FARM-READY Vintage John Deeres.
The cow poop has everyone excited.
People know when it will happen — shortly after 2 pm on a sunny Sunday, October 12, at the Washington County Fairgrounds in Richmond — but they don’t know where. Everyone hopes that the cow will do her business on their miniature plot of land, temporarily deeded for $5 by the Chariho Rotary Club. A field is marked off with plot numbers, and spectators will sit in bleachers, waiting and watching the cow until nature calls. If she plops on their plot, they win $500.
“The cows keep us going,” says Rotarian Sherilyn Reed of Richmond. It’s her job this year to sell deeds, but last year she was right up close for the action. “Last year they let two young bulls out on the field together, and they were both so excited that it was over as soon as it started. And then we went out with measuring tapes to determine the winner.” There are also smaller prizes for the second and third droppings.

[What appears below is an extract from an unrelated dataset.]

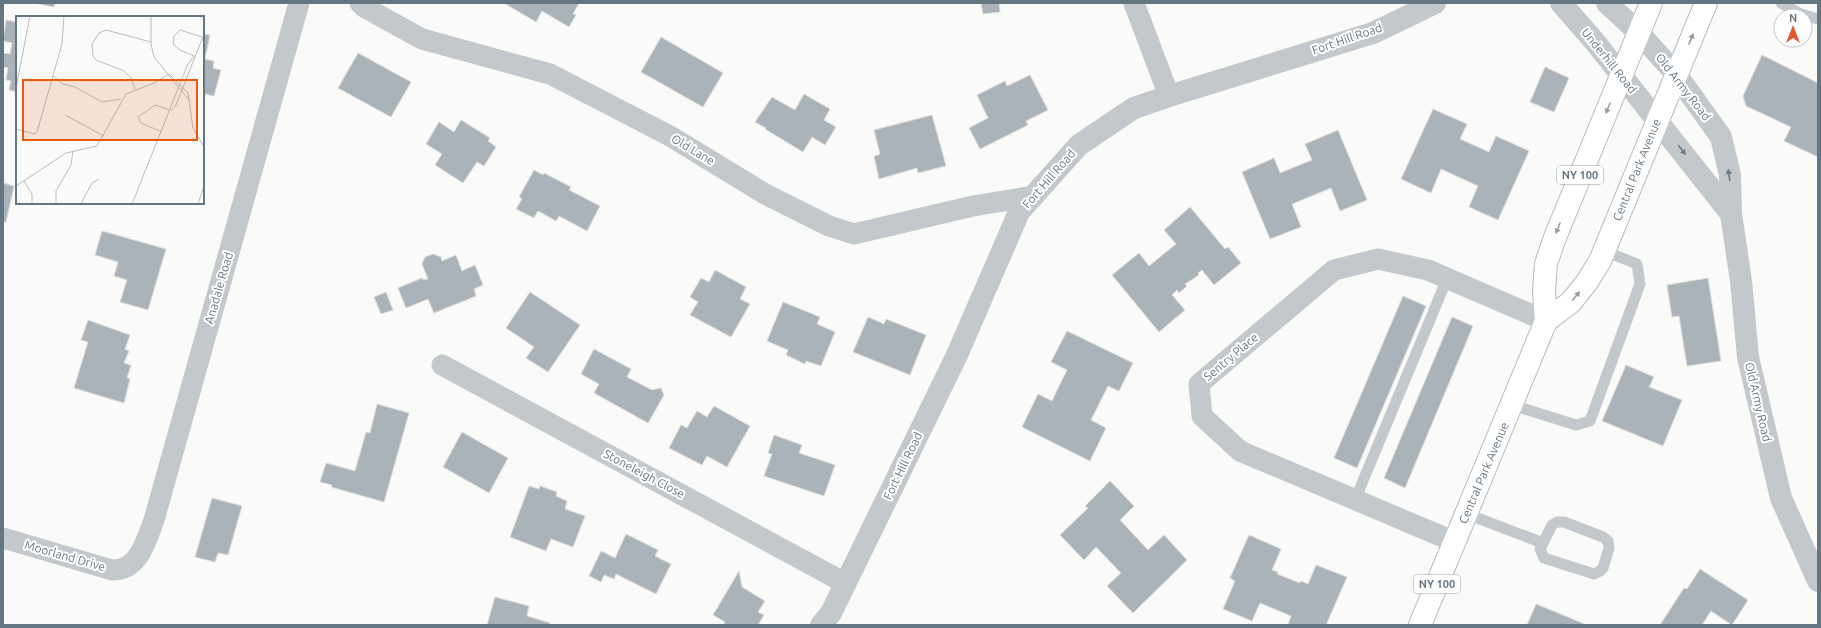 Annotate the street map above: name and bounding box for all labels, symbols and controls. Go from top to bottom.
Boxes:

Regulars agree that it’s a slow year for Swamp Yankee Days, a festival now in its third decade. Some blame Saturday’s rainy weather; others think there are just too many competing events on Columbus Day weekend. The Rotary Club used to host Swamp Yankee Days in September, but it moved to October when the Carolina Volunteer Fire Department took over the festival a couple of years ago. This year, Saturday was a washout — too swampy, not enough Yankees — and Sunday was a little slow, too, despite the sunny, early fall weather.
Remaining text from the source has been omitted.